A Framework for Efficient Model Evaluation through Stratification, Sampling, and Estimation
Riccardo Fogliato, Pratik Patil, Mathew Monfort, Pietro Perona
TL;DR
The paper addresses the costly challenge of estimating CV model accuracy with limited labeled data by introducing a modular statistical framework that combines stratification, sampling, and estimation. It shows that stratification guided by accurate predictions of model performance, particularly via a $k$-means partition on $\mathbb{E}_P[Z|X]$, yields substantial efficiency gains (up to around 10x in some cases) over simple random sampling, and that model-assisted estimators using unlabeled data further reduce variance. The authors provide theoretical results linking optimal stratification and allocation to established survey-sampling criteria, and validate the approach through extensive CV experiments using CLIP and surrogate models, offering practical recommendations such as using SSRS with proportional allocation and calibrated proxies, with Neyman allocation as a potential boost when calibrations are reliable. They also discuss limitations like distribution shift and calibration needs, and suggest directions for deployment, including calibration, sequential sampling, and OOD considerations, to maximize real-world impact. The work thus provides a principled, actionable pathway to efficient model evaluation in CV, enabling more precise comparisons with far fewer annotated test examples.
Abstract
Model performance evaluation is a critical and expensive task in machine learning and computer vision. Without clear guidelines, practitioners often estimate model accuracy using a one-time completely random selection of the data. However, by employing tailored sampling and estimation strategies, one can obtain more precise estimates and reduce annotation costs.
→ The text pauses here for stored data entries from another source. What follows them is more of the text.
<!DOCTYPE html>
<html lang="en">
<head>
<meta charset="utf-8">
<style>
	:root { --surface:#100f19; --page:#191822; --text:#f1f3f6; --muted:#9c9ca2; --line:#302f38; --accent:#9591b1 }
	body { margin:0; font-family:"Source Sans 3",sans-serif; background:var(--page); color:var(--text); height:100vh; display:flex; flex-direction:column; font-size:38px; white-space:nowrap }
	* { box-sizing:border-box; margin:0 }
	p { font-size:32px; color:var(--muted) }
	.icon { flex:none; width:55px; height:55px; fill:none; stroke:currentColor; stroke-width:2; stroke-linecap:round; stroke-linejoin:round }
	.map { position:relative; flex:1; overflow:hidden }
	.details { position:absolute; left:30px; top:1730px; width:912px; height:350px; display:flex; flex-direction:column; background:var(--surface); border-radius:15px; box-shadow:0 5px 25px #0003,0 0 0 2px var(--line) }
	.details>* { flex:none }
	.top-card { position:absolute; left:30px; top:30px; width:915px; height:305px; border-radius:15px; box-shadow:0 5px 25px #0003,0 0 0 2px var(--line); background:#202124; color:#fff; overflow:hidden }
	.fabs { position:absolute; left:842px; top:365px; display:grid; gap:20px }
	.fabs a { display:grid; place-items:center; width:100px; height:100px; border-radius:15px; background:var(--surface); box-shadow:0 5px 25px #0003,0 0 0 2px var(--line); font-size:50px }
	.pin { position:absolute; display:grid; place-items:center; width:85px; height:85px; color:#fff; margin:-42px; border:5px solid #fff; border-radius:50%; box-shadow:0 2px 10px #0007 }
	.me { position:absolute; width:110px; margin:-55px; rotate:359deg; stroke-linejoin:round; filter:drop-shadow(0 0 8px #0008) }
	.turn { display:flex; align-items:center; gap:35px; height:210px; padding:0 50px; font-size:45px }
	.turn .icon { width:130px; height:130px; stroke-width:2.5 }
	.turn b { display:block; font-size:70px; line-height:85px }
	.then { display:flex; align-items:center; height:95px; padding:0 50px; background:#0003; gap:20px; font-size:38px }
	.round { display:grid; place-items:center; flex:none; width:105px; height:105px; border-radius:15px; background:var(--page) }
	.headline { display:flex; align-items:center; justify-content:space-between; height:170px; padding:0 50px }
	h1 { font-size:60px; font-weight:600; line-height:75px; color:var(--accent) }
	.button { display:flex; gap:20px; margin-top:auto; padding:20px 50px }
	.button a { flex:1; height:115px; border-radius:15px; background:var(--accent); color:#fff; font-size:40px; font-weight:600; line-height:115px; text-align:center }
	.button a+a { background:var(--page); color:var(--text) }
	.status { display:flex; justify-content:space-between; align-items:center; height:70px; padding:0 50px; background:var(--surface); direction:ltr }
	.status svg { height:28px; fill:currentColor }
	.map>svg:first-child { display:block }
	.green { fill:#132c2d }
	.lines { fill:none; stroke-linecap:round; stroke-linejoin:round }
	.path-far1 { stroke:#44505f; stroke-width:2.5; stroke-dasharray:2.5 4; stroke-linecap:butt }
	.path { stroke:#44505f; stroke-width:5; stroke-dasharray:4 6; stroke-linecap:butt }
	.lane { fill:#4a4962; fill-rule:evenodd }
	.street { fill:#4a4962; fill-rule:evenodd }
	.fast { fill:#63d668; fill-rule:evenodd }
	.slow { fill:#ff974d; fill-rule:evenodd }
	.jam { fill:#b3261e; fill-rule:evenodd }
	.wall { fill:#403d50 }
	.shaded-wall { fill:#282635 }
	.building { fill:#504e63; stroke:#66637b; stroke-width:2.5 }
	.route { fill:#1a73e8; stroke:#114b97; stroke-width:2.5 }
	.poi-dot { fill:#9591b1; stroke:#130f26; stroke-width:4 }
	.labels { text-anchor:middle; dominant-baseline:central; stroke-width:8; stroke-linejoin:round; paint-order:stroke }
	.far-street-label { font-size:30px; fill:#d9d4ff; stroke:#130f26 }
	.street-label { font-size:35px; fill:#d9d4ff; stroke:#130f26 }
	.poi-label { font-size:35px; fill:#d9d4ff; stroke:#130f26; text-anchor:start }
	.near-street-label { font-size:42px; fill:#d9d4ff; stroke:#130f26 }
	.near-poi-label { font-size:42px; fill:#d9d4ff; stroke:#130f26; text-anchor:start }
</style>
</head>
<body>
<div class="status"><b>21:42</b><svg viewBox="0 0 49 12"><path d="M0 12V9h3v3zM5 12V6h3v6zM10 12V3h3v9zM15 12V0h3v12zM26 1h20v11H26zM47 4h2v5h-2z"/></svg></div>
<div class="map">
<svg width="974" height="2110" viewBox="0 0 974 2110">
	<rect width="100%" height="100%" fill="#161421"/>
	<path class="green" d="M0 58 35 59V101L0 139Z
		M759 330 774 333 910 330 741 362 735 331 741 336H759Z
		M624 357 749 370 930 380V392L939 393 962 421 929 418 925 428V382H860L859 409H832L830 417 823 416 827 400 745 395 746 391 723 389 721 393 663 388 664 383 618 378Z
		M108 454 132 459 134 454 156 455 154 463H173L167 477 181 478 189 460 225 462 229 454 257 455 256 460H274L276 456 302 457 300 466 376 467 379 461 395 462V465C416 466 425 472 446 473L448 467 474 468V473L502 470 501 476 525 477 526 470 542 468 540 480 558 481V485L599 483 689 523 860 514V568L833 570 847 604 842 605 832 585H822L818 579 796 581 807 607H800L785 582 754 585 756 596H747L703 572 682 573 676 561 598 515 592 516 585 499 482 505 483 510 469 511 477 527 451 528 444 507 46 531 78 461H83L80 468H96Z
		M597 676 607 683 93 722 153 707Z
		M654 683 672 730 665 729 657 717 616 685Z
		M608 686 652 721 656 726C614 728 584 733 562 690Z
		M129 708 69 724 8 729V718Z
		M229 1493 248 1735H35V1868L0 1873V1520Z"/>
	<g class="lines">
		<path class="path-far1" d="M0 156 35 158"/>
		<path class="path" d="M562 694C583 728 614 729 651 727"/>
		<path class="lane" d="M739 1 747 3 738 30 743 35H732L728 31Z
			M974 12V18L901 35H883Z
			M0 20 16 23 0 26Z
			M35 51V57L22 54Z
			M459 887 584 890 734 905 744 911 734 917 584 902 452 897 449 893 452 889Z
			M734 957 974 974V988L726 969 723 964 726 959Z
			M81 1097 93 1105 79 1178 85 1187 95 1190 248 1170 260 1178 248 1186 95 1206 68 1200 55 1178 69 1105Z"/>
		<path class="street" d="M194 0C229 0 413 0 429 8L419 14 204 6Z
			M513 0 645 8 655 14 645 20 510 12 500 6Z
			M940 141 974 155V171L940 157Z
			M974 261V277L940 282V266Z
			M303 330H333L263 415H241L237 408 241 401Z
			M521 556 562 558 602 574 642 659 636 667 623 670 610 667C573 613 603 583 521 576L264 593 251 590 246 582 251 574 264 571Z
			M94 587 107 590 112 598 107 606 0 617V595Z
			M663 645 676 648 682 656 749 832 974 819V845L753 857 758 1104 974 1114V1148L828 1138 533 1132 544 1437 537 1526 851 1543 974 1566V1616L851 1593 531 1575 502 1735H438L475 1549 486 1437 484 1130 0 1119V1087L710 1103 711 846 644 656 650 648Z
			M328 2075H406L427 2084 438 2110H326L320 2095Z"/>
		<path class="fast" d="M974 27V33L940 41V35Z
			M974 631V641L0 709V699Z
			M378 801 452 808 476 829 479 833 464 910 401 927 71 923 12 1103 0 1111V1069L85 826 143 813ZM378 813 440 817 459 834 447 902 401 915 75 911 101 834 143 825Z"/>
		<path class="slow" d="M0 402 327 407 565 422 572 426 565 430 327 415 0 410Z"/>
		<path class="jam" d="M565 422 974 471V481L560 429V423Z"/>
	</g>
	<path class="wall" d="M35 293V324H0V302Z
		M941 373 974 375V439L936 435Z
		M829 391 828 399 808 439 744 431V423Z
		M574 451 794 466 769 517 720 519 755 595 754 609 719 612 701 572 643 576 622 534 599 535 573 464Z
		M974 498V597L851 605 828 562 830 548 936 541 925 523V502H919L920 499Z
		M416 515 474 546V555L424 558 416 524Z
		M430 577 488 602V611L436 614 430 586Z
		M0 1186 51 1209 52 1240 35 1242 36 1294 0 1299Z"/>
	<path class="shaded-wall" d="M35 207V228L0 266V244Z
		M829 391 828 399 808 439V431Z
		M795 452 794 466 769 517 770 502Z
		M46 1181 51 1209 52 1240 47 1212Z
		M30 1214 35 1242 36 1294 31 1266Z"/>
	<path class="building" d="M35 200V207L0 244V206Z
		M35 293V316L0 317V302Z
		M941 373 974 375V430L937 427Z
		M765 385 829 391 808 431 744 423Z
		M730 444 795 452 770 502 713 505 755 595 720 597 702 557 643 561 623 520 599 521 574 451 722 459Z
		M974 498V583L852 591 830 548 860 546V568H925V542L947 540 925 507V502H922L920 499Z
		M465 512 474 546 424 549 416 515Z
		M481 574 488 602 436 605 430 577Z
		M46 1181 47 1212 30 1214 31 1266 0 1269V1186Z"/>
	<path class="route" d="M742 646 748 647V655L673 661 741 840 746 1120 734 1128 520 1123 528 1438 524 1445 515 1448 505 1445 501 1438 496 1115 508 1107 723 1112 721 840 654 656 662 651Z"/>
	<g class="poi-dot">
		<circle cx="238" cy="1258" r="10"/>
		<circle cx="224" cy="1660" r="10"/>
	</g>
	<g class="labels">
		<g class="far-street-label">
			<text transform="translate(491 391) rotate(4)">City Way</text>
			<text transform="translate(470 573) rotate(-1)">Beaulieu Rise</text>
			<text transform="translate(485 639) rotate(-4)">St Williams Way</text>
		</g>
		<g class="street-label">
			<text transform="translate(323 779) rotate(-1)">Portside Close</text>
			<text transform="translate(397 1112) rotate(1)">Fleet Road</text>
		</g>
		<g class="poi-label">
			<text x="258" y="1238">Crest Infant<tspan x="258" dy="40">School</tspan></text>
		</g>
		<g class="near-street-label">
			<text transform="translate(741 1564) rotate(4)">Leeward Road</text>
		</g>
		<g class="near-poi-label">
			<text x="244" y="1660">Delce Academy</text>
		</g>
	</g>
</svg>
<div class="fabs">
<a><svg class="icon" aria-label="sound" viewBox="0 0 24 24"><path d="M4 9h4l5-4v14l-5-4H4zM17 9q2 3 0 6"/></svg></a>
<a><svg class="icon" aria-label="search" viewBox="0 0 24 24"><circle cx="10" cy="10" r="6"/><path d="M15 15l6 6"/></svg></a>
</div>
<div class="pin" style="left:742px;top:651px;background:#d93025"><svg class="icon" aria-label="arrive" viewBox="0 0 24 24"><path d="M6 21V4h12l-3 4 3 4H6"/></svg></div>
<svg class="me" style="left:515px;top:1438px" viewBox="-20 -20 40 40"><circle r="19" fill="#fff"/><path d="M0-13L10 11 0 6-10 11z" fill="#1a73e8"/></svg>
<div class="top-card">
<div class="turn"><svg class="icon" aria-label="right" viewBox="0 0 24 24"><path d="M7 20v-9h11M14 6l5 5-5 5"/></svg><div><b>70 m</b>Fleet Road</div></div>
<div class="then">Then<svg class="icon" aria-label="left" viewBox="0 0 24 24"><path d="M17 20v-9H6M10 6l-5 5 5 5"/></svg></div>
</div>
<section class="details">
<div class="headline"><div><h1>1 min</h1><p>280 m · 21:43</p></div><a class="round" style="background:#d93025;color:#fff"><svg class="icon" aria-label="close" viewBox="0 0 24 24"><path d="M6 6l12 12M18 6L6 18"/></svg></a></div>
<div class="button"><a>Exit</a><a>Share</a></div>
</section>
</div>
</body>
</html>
In this paper, we propose a statistical framework for model evaluation that includes stratification, sampling, and estimation components. We examine the statistical properties of each component and evaluate their efficiency (precision). One key result of our work is that stratification via k-means clustering based on accurate predictions of model performance yields efficient estimators. Our experiments on computer vision datasets show that this method consistently provides more precise accuracy estimates than the traditional simple random sampling, even with substantial efficiency gains of 10x. We also find that model-assisted estimators, which leverage predictions of model accuracy on the unlabeled portion of the dataset, are generally more efficient than the traditional estimates based solely on the labeled data.